● **YOUR INSTRUCTIONS**:
Pick out the lines below with "canvas" and list them.

Data records

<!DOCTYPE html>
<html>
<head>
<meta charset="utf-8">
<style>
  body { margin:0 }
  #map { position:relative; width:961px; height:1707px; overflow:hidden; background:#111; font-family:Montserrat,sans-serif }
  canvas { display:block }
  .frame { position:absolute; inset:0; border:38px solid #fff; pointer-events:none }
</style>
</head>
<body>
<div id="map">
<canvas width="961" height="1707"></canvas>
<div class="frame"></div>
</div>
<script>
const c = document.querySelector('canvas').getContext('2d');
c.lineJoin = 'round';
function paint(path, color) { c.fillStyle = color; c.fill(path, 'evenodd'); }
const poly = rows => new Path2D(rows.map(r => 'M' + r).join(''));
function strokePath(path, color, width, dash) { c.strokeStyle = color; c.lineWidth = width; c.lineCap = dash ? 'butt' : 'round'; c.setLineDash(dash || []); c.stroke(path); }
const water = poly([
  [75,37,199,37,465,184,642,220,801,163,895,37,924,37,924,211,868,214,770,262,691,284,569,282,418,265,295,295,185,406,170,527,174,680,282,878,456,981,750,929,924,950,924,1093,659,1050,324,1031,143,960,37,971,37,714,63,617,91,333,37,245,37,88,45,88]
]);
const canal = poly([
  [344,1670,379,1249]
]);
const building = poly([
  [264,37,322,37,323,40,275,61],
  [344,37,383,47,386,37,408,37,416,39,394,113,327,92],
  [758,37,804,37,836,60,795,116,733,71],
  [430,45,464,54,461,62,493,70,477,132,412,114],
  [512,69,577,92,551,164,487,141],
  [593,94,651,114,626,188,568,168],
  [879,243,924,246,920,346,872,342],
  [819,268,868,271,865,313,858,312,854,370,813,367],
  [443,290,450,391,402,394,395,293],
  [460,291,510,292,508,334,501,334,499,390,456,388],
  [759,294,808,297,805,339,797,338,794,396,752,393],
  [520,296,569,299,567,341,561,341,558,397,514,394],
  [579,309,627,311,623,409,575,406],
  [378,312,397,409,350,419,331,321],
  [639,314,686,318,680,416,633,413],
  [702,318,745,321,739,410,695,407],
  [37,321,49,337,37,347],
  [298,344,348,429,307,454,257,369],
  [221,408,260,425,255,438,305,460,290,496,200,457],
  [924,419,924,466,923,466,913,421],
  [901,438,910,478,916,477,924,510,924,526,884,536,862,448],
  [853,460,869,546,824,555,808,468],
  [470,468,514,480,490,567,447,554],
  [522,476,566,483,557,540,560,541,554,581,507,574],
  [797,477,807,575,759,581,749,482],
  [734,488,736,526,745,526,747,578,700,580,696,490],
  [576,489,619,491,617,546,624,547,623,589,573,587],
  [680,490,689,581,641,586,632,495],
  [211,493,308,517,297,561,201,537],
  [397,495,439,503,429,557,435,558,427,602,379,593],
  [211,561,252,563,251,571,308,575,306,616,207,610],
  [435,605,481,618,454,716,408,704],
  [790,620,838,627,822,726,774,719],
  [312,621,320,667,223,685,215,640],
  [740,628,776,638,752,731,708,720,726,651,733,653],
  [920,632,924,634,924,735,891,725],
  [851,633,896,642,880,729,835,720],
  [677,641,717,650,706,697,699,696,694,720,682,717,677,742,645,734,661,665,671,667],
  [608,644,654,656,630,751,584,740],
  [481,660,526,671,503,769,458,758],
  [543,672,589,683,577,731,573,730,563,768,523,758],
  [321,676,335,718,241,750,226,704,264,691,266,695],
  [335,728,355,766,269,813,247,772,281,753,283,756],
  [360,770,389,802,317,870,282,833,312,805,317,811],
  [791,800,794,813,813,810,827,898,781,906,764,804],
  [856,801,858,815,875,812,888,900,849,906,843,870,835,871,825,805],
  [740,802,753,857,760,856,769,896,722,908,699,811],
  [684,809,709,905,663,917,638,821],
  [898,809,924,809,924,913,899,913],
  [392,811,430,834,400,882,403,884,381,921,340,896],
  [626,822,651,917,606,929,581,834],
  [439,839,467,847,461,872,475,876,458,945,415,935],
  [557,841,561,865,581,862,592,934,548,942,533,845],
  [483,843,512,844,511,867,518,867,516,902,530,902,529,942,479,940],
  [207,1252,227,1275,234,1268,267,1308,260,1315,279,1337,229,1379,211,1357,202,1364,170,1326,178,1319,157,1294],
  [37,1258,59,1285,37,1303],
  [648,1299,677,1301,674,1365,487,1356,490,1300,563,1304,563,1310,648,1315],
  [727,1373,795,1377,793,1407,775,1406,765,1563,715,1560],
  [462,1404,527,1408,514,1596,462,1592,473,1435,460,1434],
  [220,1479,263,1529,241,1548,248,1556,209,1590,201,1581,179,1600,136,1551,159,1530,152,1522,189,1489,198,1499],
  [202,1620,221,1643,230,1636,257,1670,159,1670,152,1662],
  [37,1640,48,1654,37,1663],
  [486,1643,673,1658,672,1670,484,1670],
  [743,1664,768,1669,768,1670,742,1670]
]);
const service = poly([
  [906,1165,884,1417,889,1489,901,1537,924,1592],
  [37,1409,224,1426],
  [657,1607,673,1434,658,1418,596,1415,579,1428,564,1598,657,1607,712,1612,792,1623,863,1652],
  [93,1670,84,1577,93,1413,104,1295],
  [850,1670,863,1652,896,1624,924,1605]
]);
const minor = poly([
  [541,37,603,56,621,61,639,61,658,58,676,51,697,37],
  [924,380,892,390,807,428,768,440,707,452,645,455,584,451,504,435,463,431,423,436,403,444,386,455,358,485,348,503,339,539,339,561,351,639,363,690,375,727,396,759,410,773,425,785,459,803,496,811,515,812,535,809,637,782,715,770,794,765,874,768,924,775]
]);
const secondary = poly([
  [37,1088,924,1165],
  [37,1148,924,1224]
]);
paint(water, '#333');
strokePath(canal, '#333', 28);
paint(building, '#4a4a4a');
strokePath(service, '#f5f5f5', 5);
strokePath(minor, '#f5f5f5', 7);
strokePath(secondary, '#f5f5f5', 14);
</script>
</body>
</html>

● **RESULT**:
  canvas { display:block }
<canvas width="961" height="1707"></canvas>
const c = document.querySelector('canvas').getContext('2d');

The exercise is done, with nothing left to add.